Bodies are weird. The societies we live in are fraught with implicit and explicit rules about how they should present and perform, which in turn informs which kinds of bodies are seen and valued in pop culture and media. Body horror and biopunk serve as critical interventions to body normativity which guide our next selected pair of pieces in a broader conversation about the representation–and interrogation–of bodies.
- ¿Cuál es la gracia de Resident Evil dentro del género ‘biopunk’? | GamerFocus
Julián Ramírez delves into the biopunk genre, its embrace of our anxieties about our malleable bodies, and its realtionship to the Resident Evil series as a whole (Spanish-language article).
- Character Creators, Fatness, Gender, Body Horror, and Me | Sidequest
Oisin Kuhnke reflects on the critical affirmations of body horror and contrasts this to the restrictions and limitations prevalant in in-game character creators.

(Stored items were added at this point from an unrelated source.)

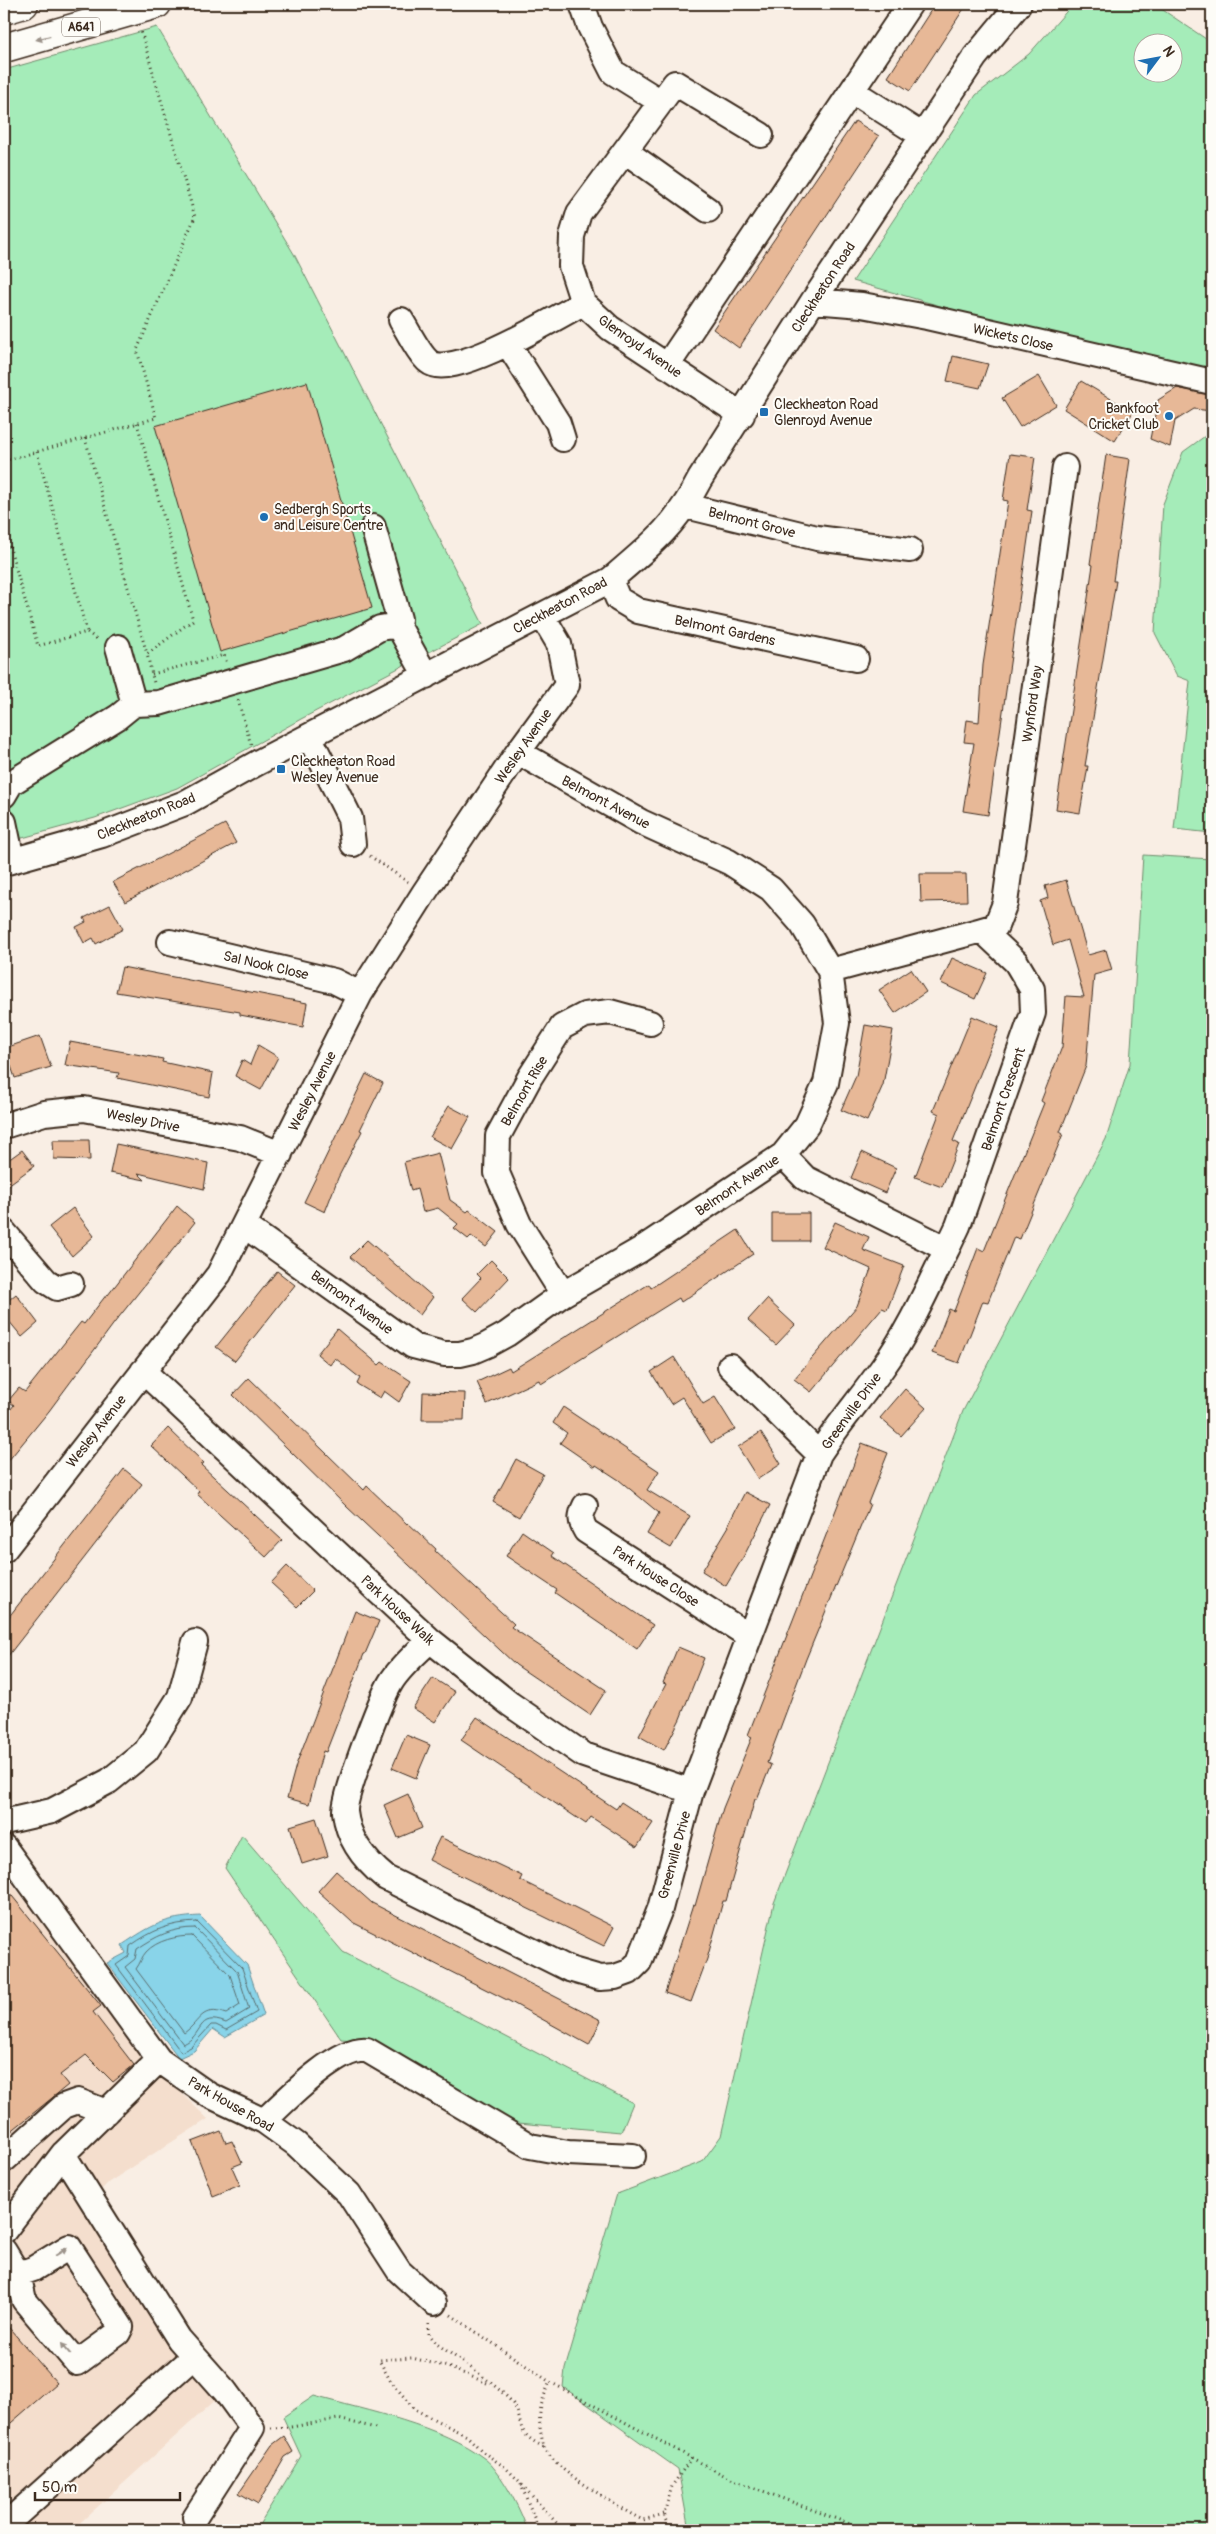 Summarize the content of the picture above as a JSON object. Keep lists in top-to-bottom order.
{
  "streets": {
    "main road": ["A641"],
    "street": [
      "Cleckheaton Road",
      "Wickets Close",
      "Glenroyd Avenue",
      "Belmont Grove",
      "Belmont Gardens",
      "Wynford Way",
      "Wesley Avenue",
      "Belmont Avenue",
      "Sal Nook Close",
      "Belmont Rise",
      "Belmont Crescent",
      "Wesley Drive",
      "Greenville Drive",
      "Park House Close",
      "Park House Walk",
      "Park House Road"
    ]
  },
  "crossings": [
    ["Cleckheaton Road", "Wickets Close"],
    ["Cleckheaton Road", "Glenroyd Avenue"],
    ["Cleckheaton Road", "Belmont Grove"],
    ["Cleckheaton Road", "Belmont Gardens"],
    ["Cleckheaton Road", "Wesley Avenue"],
    ["Wynford Way", "Belmont Crescent"],
    ["Wesley Avenue", "Belmont Avenue"],
    ["Wesley Avenue", "Sal Nook Close"],
    ["Wesley Avenue", "Wesley Drive"],
    ["Wesley Avenue", "Park House Walk"],
    ["Belmont Avenue", "Belmont Rise"],
    ["Belmont Crescent", "Greenville Drive"],
    ["Greenville Drive", "Park House Close"],
    ["Greenville Drive", "Park House Walk"]
  ],
  "places": {
    "transit": ["Cleckheaton Road Glenroyd Avenue", "Cleckheaton Road Wesley Avenue"],
    "other": ["Bankfoot Cricket Club", "Sedbergh Sports and Leisure Centre"]
  },
  "scale_bar": "50 m",
  "north": "top right"
} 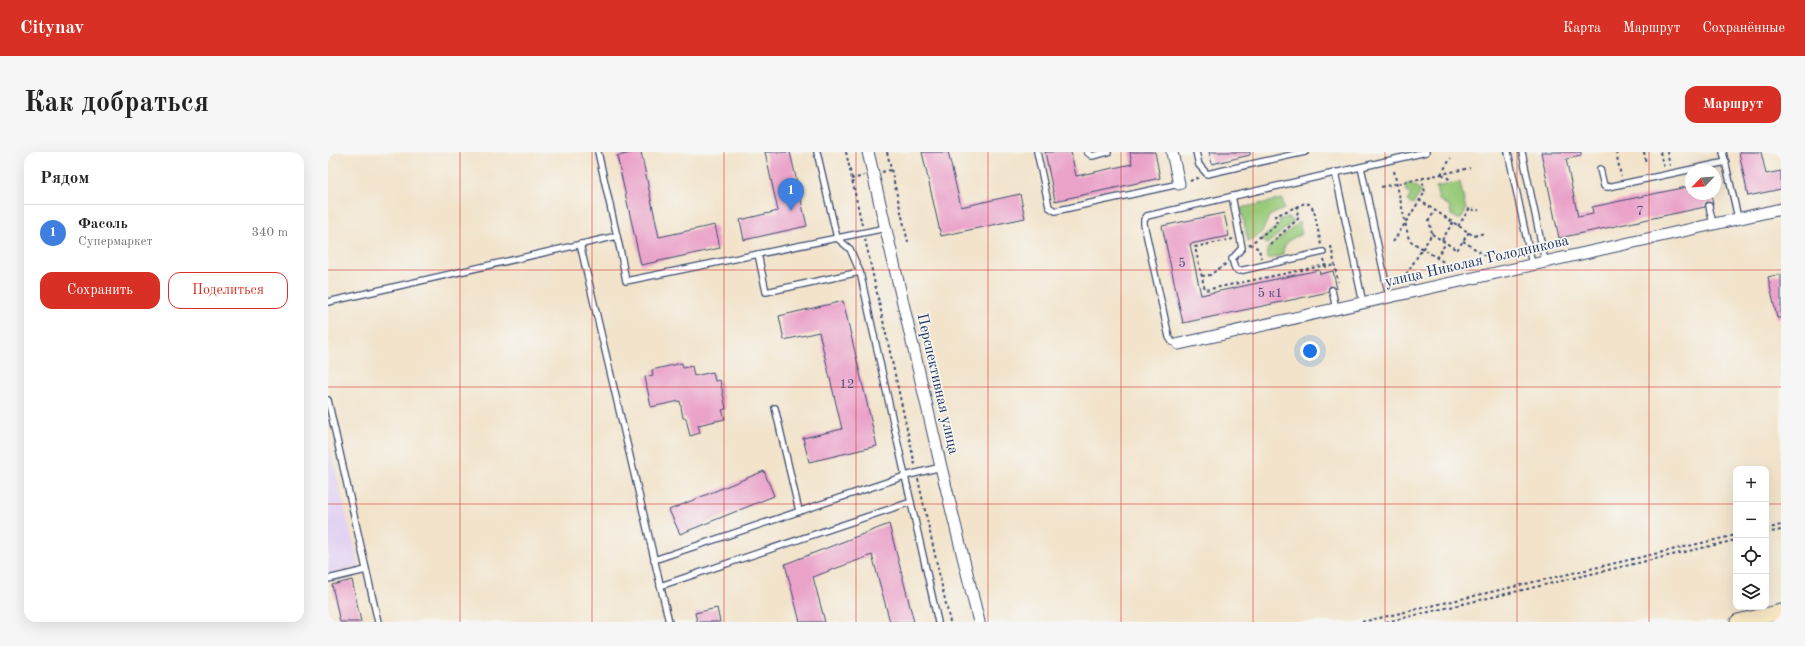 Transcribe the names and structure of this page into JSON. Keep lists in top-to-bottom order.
{
  "streets": {
    "street": ["улица Николая Голодникова", "Перспективная улица"]
  },
  "house_numbers": [
    "7",
    "5",
    "5 к1",
    "12"
  ],
  "north": "bottom left",
  "page": {
    "header": "Citynav",
    "nav": ["Карта", "Маршрут", "Сохранённые"],
    "buttons": [
      "Маршрут",
      ["Сохранить", "Поделиться"]
    ],
    "title": "Как добраться",
    "heading": "Рядом",
    "pins": "1",
    "list": [
      {
        "mark": "1",
        "name": "Фасоль",
        "note": "Супермаркет",
        "value": "340 m"
      }
    ],
    "map_buttons": ["+", "−"]
  }
} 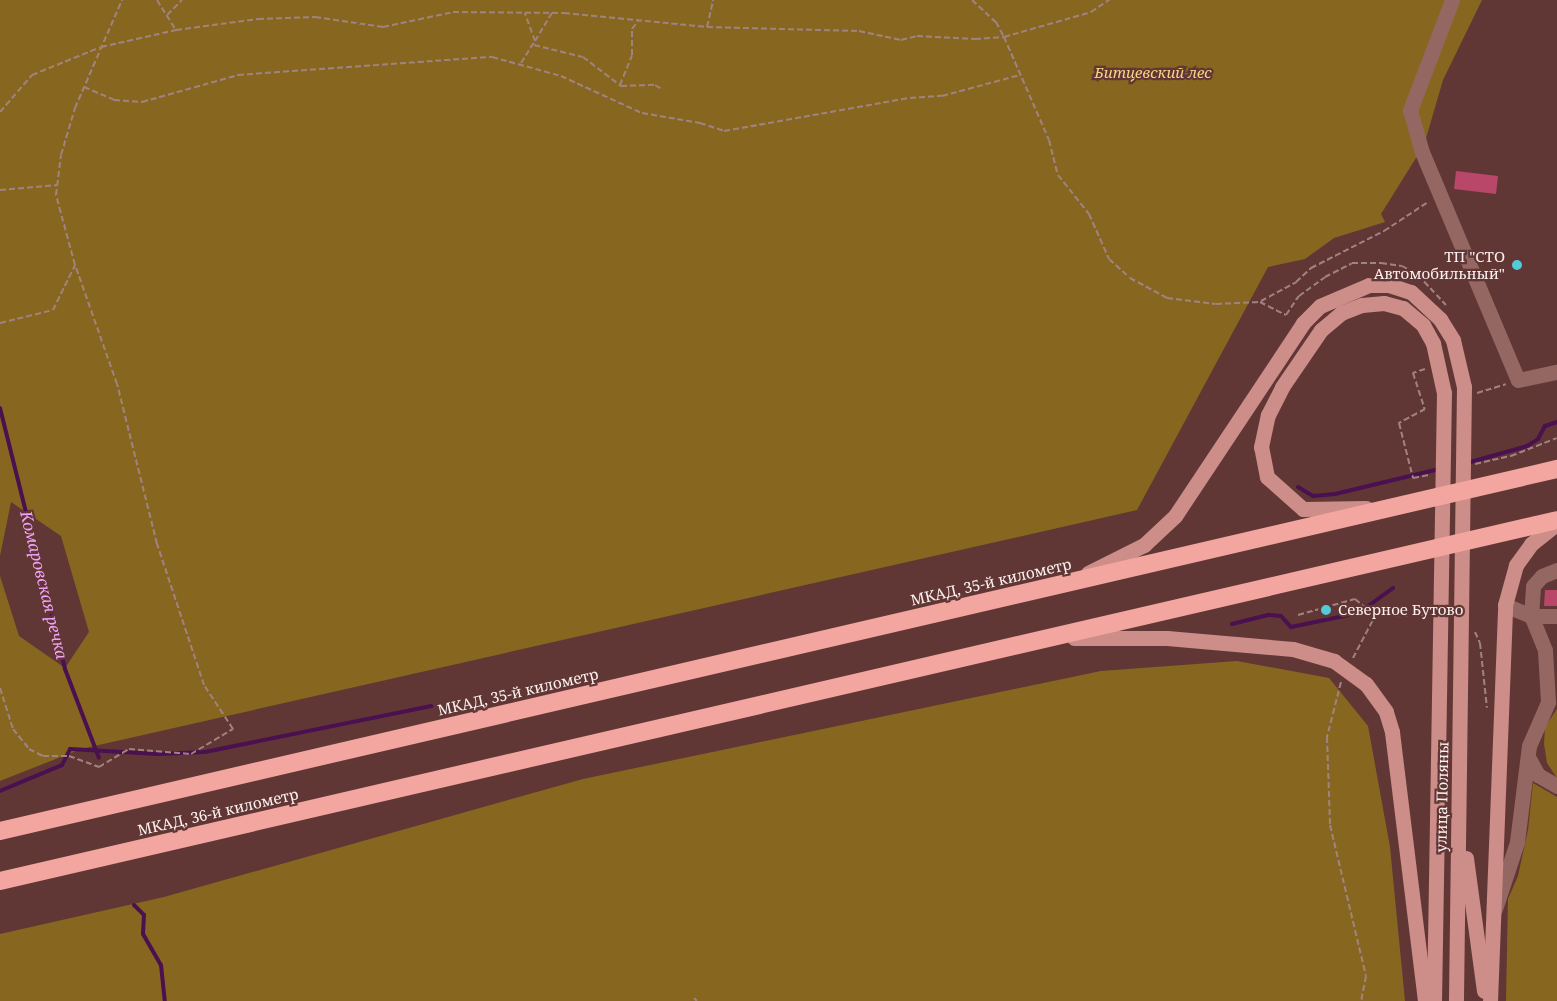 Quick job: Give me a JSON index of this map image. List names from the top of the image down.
{
  "streets": {
    "highway": ["МКАД, 35-й километр", "МКАД, 36-й километр"],
    "main road": ["улица Поляны"]
  },
  "crossings": [
    ["МКАД, 35-й километр", "улица Поляны"],
    ["МКАД, 35-й километр", "МКАД, 36-й километр"]
  ],
  "water": ["Комаровская речка"],
  "parks": ["Битцевский лес"],
  "places": ["ТП \"СТО Автомобильный\"", "Северное Бутово"]
}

“I crave a sense of authorship in games. I’d love to tell my own story in someone else’s world. It makes me envious of those who make body horror. They get to figure things out about the body, but they also have to put an amount of labour into making the thing. Why can’t games give players the tools to do that experimentation?”
The Art of Play
Next up, a trio of pieces all investigate the relationships between, art, art-making, artful-meaning-making, and play. Each of these authors in their own ways extend this conversation beyond a singular focus on a game or games, instead fitting games into a larger framework of how they inform our creative selves.
- Rock Band Affirms the Liberating Power of Music | Paste
Grace Benfell re-learns how to play Rock Band, and in doing so re-learns how to listen to, and talk about, music.
- Returning to The Catacombs Of Solaris, perspective maze and nascent “artsport” | Rock Paper Shotgun
Emilie Reed takes a wander through The Catacombs of Solaris Revisited, touching upon uncertainty and play in art software and games alike (Disclosure: Emilie is a member of Critical Distance’s board of advisors, works on our Keywords in Play podcast series, and has organized game jams under our banner).
- The Art and Play of Collecting | Sidequest
Sara Davis delves into the aesthetics and psychology of collecting, cataloguing, and completing–in games and beyond.
“I’m making the unseen seen, I tell myself in the daytime, as I walk around my neighborhood and mentally match the bursting pink and white cherry blossoms with their striped and spotted gray bark. I’m doing this for the aesthetic, I tell myself at night, collecting and arranging pixels that will one day disappear as completely as this spring’s blossoms.”
This one was too lyrical to not be our sendoff for the week.
- This World and Everybody In It | Bullet Points Monthly
Reid McCarter takes notes on the world of Nier: Replicant.
“You look at: rough grey-blue skies the colour of choppy seas and rich green fields dotted with sheep baa-ing for their meat to explode out of them, another twinkling yellow star to put in your pocket. A guitar picks gentle metal notes over the palm-padding of soft drums, warm hands on stretched hide. Words are poison, but you collect them to turn their danger into malignant veins of cancer-black and blood red—spears to pierce the bodies of frantic ghost children capering like agitated monkeys in mountain meadows.”